The biggest risk from these errors will be "penalties", which are financial penalties to the mortgagor due to violating network rules or using defective software to connect to the network. Liquidity recollateralization protocols often mention “penalty-proof” features in their marketing, but until AVS starts running, these promises will not be verified in practice.
In the context of EigenLayer recollateralization, penalties occur at the AVS level: Each AVS will set its own penalty rules, and liquidity recollateralization providers will be able to choose what they want for AVS protocol for user authentication.
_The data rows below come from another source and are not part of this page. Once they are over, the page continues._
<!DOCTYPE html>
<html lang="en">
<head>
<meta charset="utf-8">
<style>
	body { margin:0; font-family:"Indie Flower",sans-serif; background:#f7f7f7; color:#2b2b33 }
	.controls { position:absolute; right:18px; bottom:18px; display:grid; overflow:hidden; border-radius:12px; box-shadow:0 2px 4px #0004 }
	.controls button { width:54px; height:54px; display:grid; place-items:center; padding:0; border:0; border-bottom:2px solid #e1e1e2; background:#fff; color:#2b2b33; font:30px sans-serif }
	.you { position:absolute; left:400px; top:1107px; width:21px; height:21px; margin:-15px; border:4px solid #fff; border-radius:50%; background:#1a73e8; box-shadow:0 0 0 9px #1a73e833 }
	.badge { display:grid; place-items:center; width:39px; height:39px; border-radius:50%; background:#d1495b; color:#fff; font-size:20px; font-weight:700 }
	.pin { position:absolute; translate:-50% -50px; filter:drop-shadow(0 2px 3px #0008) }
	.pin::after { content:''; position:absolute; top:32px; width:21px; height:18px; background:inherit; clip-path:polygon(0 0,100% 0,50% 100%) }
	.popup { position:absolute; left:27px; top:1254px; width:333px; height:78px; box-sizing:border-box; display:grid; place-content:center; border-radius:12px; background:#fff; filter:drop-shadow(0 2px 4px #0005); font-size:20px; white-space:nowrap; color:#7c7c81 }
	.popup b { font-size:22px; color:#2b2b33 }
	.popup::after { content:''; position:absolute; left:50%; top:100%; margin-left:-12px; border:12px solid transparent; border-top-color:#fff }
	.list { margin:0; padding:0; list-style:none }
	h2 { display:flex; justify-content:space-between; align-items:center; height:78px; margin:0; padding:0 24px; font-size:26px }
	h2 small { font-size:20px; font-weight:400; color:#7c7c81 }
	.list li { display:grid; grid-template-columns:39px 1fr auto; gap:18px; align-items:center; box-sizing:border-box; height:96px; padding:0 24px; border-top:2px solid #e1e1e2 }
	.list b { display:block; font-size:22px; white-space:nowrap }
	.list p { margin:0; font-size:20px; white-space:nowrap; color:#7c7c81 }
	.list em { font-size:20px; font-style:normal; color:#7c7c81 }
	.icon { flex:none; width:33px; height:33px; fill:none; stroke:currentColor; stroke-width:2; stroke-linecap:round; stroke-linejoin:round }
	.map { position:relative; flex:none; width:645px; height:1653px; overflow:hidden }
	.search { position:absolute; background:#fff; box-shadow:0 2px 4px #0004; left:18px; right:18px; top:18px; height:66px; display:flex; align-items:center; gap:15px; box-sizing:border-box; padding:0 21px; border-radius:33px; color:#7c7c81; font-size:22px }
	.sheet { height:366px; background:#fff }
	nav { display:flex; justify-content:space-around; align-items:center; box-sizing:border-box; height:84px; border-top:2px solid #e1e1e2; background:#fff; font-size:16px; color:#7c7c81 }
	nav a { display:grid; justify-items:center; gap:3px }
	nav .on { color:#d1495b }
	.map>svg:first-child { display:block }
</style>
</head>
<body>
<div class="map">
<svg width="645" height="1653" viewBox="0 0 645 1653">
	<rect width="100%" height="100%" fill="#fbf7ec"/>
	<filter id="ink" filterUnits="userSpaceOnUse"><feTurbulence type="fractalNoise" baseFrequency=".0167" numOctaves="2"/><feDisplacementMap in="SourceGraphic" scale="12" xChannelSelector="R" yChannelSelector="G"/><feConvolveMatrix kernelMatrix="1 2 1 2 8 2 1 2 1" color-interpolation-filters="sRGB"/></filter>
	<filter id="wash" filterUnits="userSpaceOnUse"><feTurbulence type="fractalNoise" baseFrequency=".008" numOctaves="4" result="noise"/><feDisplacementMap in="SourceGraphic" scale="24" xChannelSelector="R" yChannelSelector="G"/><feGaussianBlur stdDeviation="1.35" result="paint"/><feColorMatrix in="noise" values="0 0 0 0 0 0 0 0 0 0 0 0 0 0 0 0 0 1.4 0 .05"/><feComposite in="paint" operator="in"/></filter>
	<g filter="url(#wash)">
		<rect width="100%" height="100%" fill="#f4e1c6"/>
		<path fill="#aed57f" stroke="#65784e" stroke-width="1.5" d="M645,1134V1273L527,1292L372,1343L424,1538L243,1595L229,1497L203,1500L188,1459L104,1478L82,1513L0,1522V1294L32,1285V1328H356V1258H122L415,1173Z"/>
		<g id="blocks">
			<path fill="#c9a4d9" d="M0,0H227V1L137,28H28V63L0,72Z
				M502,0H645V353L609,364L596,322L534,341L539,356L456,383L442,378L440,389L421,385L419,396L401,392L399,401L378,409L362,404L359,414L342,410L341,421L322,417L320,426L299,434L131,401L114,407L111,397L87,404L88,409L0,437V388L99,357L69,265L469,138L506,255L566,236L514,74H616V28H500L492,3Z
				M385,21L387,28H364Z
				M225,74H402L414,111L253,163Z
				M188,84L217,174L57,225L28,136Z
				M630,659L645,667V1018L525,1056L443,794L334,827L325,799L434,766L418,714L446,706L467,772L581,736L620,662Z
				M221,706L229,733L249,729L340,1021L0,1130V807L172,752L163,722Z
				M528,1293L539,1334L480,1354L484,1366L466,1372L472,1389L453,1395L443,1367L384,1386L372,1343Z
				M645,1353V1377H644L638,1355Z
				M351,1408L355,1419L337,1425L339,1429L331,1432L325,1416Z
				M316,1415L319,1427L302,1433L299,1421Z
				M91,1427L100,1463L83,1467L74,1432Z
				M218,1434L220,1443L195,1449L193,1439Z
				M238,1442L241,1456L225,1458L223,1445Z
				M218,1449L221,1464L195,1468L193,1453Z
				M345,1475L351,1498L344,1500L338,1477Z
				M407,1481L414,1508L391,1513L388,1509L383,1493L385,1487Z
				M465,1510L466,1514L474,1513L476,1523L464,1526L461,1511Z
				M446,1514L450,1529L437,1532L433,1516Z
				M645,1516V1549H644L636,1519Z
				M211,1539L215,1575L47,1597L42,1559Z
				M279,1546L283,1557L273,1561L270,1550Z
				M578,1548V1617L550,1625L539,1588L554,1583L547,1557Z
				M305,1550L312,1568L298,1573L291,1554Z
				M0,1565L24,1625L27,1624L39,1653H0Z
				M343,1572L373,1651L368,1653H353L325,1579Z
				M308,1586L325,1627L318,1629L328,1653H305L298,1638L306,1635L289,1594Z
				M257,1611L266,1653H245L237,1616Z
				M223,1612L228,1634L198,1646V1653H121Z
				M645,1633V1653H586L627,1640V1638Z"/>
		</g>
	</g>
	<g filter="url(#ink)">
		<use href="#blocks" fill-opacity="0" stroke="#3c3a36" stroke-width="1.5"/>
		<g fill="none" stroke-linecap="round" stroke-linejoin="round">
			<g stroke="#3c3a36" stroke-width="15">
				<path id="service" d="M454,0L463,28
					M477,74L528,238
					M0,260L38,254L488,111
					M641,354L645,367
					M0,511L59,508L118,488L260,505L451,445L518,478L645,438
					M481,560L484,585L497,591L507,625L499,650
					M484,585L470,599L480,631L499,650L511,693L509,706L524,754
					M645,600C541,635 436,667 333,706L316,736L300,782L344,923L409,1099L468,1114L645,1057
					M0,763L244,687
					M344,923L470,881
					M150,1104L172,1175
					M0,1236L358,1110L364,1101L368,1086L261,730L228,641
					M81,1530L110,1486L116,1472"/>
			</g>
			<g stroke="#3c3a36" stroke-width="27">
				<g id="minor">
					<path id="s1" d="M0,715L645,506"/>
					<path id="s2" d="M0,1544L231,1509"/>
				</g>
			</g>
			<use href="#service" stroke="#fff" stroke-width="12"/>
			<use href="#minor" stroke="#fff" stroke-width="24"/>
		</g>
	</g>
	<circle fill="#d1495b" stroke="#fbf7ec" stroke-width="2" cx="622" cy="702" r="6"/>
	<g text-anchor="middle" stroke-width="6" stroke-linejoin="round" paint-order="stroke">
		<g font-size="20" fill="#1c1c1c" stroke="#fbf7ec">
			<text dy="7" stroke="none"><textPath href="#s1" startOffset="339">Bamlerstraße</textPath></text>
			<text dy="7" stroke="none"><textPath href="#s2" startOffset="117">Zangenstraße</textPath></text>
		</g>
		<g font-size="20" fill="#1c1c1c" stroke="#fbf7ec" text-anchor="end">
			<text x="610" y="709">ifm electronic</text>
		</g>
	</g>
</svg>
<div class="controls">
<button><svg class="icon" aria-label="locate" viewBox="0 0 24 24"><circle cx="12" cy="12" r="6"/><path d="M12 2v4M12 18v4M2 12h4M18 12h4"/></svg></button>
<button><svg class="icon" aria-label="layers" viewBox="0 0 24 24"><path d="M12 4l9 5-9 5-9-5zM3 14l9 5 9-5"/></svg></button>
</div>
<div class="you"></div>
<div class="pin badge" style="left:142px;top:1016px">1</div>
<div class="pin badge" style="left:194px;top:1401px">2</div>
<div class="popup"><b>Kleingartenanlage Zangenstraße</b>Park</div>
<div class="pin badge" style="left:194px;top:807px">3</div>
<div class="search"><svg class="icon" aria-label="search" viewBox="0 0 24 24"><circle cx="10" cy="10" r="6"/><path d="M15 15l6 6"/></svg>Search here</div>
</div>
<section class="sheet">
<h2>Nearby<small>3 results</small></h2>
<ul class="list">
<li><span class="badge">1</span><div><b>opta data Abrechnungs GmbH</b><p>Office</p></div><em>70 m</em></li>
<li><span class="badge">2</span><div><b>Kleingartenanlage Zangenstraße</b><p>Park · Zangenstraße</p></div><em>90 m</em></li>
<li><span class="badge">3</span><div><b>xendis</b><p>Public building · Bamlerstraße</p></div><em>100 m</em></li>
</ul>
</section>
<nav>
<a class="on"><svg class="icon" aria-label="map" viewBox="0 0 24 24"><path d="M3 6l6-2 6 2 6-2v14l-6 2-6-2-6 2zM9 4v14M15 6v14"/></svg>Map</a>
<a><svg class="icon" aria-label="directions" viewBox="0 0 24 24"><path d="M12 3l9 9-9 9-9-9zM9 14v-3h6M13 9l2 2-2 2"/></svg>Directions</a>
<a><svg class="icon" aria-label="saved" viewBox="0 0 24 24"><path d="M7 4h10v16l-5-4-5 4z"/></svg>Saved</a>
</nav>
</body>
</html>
If a liquidity recollateralization platform chooses to validate a network with malicious (or flawed) penalty parameters, it puts users at risk of having their deposits slashed.
"We will build a similar reputation system in the broader re-hypothecation ecosystem," Riad Wahby, CEO of critical management services company Cubist, told CoinDesk predicted during the interview. "If I were to put money into an operator, I would probably choose one that gives me the right balance between risk and reward."
5. Speculative risk
The most obvious risk of liquidity rehypothecation is that despite billions of dollars in deposits, this practice is currently very Speculation.
AVS may not be able to provide depositors with the interest returns they expect, which may cause investors to leave the system in search of more profitable Betting Opportunities. Amid all the excitement about Points, there is also some possibility that the accompanying airdrop could fail or never happen, making the Points and the new markets built on top of them virtually worthless.
The reason the risk of this outcome is amplified is that points are typically not issued on the blockchain but are tracked directly by the issuer. This means it’s difficult to know how many points of a particular type are in circulation, making it difficult to determine their value.
The speculative appeal of liquid recollateralized points is reminiscent of the days of yield farming. In 2021-2022, when the DeFi industry is at its peak, money is pouring into projects like Olympus and Terra, which promise to provide users with market-leading returns in exchange for trust in their complex systems. Critics accused these projects of creating worthless tokens and printing them indiscriminately to artificially prop up revenue numbers, and these criticisms were ultimately proven correct after the platforms collapsed.
Regardless of the superficial similarities, EigenLayer has entered the lives of Ethereum developers in a way that the worst actors of yield farming have never done. thinking, and supporters of liquidity re-collateralization say it has the potential to support the development of applications and infrastructure beyond the narrow realm of points and gamified speculation.